**Instructions for the task**
Report how many lines of the data below contain "baseFrequency". Give nothing besides the number.
***** Provided data *****
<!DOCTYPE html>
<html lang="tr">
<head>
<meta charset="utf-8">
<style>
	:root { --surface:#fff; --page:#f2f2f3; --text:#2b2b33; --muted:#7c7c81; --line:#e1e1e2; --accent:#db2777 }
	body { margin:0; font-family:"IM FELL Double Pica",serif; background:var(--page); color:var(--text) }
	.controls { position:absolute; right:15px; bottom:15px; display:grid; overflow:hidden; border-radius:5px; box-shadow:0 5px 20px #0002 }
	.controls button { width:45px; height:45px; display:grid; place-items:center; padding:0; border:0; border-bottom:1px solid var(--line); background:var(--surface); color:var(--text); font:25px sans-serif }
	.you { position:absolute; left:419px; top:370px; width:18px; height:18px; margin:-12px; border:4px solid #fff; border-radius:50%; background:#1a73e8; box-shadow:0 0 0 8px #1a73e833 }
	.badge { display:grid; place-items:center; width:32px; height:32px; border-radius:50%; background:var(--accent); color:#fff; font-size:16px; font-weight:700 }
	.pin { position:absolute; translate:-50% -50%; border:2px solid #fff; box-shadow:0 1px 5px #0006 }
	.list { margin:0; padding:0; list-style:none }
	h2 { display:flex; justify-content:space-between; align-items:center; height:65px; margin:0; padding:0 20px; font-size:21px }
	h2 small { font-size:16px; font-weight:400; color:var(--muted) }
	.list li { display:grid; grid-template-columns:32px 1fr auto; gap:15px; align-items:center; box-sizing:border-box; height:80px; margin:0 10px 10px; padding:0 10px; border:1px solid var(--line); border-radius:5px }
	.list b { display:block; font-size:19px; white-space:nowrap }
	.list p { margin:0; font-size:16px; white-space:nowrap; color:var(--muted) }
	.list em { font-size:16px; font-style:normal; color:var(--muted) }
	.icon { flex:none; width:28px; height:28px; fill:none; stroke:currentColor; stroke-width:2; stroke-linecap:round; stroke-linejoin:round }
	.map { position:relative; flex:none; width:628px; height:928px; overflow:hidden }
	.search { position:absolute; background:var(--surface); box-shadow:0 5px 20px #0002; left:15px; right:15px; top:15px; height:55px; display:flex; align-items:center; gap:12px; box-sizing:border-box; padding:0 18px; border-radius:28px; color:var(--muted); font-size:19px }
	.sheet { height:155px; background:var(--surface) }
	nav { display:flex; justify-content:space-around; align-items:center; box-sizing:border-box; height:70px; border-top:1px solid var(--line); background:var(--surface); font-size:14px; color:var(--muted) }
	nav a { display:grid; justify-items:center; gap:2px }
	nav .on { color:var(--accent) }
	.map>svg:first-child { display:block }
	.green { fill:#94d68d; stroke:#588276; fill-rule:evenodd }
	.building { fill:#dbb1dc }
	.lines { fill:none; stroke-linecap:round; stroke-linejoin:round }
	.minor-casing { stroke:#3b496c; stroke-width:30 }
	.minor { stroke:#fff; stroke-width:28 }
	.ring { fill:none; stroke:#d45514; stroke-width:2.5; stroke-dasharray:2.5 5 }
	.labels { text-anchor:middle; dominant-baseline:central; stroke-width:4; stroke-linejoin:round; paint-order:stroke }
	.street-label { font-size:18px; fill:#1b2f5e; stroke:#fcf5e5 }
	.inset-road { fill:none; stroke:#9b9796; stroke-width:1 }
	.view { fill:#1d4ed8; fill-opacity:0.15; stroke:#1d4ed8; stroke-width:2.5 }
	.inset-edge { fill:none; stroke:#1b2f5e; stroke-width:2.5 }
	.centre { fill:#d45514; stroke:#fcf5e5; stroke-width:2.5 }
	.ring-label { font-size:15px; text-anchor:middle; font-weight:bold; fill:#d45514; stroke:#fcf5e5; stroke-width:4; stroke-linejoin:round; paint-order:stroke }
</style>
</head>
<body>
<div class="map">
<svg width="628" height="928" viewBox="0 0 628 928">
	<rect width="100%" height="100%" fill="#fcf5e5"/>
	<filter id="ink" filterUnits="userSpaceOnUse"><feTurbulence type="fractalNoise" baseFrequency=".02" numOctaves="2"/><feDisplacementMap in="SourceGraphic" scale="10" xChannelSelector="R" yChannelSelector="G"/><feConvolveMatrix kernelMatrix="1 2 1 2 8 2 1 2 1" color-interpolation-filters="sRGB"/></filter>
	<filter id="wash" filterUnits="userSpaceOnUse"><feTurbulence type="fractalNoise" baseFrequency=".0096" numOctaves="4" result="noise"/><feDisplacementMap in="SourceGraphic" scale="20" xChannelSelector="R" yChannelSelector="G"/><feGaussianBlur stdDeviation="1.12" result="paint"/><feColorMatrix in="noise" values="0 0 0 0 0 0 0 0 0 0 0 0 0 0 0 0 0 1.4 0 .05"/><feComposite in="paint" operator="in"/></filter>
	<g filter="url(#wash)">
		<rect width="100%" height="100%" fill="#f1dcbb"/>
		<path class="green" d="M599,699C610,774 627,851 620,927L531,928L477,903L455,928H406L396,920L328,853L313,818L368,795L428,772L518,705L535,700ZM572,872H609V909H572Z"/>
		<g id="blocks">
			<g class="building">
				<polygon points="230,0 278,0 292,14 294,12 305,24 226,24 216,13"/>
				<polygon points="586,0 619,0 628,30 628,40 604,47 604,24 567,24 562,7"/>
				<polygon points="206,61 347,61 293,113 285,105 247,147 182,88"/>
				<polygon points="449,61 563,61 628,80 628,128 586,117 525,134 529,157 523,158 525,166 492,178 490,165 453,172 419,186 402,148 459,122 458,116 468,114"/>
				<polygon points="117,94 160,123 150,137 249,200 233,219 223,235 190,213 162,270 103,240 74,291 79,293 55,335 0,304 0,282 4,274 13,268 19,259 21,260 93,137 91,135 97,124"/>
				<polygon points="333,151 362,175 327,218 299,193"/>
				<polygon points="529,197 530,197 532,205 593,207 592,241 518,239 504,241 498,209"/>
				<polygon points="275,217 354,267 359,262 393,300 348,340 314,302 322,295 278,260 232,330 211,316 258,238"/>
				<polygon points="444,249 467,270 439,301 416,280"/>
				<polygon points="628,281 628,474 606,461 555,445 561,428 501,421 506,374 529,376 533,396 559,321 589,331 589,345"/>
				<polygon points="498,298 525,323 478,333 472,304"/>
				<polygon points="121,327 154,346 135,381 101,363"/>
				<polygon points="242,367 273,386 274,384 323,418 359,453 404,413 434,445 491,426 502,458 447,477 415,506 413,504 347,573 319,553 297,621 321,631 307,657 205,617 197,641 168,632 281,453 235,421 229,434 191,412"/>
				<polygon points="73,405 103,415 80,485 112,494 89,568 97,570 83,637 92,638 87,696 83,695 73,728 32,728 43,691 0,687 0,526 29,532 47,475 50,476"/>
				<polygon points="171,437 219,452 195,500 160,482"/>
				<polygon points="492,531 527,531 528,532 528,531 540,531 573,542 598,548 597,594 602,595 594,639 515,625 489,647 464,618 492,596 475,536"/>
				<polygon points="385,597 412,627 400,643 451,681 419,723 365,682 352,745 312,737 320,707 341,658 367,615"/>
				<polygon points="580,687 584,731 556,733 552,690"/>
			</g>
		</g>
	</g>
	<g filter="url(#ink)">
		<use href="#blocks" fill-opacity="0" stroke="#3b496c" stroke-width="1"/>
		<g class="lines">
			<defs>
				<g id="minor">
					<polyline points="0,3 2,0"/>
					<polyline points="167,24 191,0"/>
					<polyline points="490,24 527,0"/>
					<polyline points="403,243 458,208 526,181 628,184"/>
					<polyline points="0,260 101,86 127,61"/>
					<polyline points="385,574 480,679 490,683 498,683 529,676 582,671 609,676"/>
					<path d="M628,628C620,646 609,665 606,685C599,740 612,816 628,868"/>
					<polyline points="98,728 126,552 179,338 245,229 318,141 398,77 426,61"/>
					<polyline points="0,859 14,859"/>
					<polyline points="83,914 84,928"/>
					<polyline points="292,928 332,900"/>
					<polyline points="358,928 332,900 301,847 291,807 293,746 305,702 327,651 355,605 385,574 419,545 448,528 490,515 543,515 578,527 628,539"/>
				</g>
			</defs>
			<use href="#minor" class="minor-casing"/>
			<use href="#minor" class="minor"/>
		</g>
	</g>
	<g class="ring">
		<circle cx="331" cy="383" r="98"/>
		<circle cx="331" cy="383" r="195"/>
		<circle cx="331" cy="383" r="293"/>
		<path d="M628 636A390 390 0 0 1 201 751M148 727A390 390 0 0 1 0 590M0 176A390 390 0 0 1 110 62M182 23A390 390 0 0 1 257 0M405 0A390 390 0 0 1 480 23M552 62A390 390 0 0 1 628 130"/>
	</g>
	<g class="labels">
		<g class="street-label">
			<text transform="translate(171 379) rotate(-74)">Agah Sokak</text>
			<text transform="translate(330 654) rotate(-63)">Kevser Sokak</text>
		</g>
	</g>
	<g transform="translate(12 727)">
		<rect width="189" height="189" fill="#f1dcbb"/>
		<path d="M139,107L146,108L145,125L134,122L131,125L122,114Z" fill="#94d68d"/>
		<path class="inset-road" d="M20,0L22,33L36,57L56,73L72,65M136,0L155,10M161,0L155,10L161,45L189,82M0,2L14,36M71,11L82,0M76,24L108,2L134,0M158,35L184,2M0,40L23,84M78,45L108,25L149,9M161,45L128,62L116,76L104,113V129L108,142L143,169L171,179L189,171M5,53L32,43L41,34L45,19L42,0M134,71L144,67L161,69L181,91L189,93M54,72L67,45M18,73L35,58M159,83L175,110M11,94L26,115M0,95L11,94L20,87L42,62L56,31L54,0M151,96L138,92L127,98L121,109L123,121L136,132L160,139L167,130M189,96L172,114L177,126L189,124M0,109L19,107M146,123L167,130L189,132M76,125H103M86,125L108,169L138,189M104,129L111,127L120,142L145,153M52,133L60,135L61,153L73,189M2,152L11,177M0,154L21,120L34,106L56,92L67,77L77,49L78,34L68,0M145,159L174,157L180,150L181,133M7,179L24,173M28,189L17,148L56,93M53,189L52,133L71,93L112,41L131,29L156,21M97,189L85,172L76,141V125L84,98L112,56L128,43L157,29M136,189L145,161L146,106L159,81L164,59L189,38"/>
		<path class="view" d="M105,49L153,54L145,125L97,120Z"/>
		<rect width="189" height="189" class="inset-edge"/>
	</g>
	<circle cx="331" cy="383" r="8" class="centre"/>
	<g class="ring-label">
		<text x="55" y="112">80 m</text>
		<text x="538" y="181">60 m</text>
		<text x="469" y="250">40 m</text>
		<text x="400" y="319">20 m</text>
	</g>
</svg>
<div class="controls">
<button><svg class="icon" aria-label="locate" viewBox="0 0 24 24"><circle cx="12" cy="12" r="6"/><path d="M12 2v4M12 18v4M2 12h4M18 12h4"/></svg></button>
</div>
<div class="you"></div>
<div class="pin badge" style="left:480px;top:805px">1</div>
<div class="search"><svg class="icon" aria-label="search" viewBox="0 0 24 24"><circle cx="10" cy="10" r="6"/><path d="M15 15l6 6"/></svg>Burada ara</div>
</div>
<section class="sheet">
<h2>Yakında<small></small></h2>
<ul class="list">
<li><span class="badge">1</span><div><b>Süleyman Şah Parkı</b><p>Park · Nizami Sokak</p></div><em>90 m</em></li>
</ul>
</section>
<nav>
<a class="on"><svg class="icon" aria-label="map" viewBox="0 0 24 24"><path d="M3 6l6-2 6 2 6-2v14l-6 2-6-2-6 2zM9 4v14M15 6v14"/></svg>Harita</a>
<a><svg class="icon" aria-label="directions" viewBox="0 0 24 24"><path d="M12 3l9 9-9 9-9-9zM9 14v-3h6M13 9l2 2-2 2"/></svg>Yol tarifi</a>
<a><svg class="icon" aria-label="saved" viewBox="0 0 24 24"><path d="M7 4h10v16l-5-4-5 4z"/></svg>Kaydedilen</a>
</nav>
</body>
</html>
*****
**Task response**
2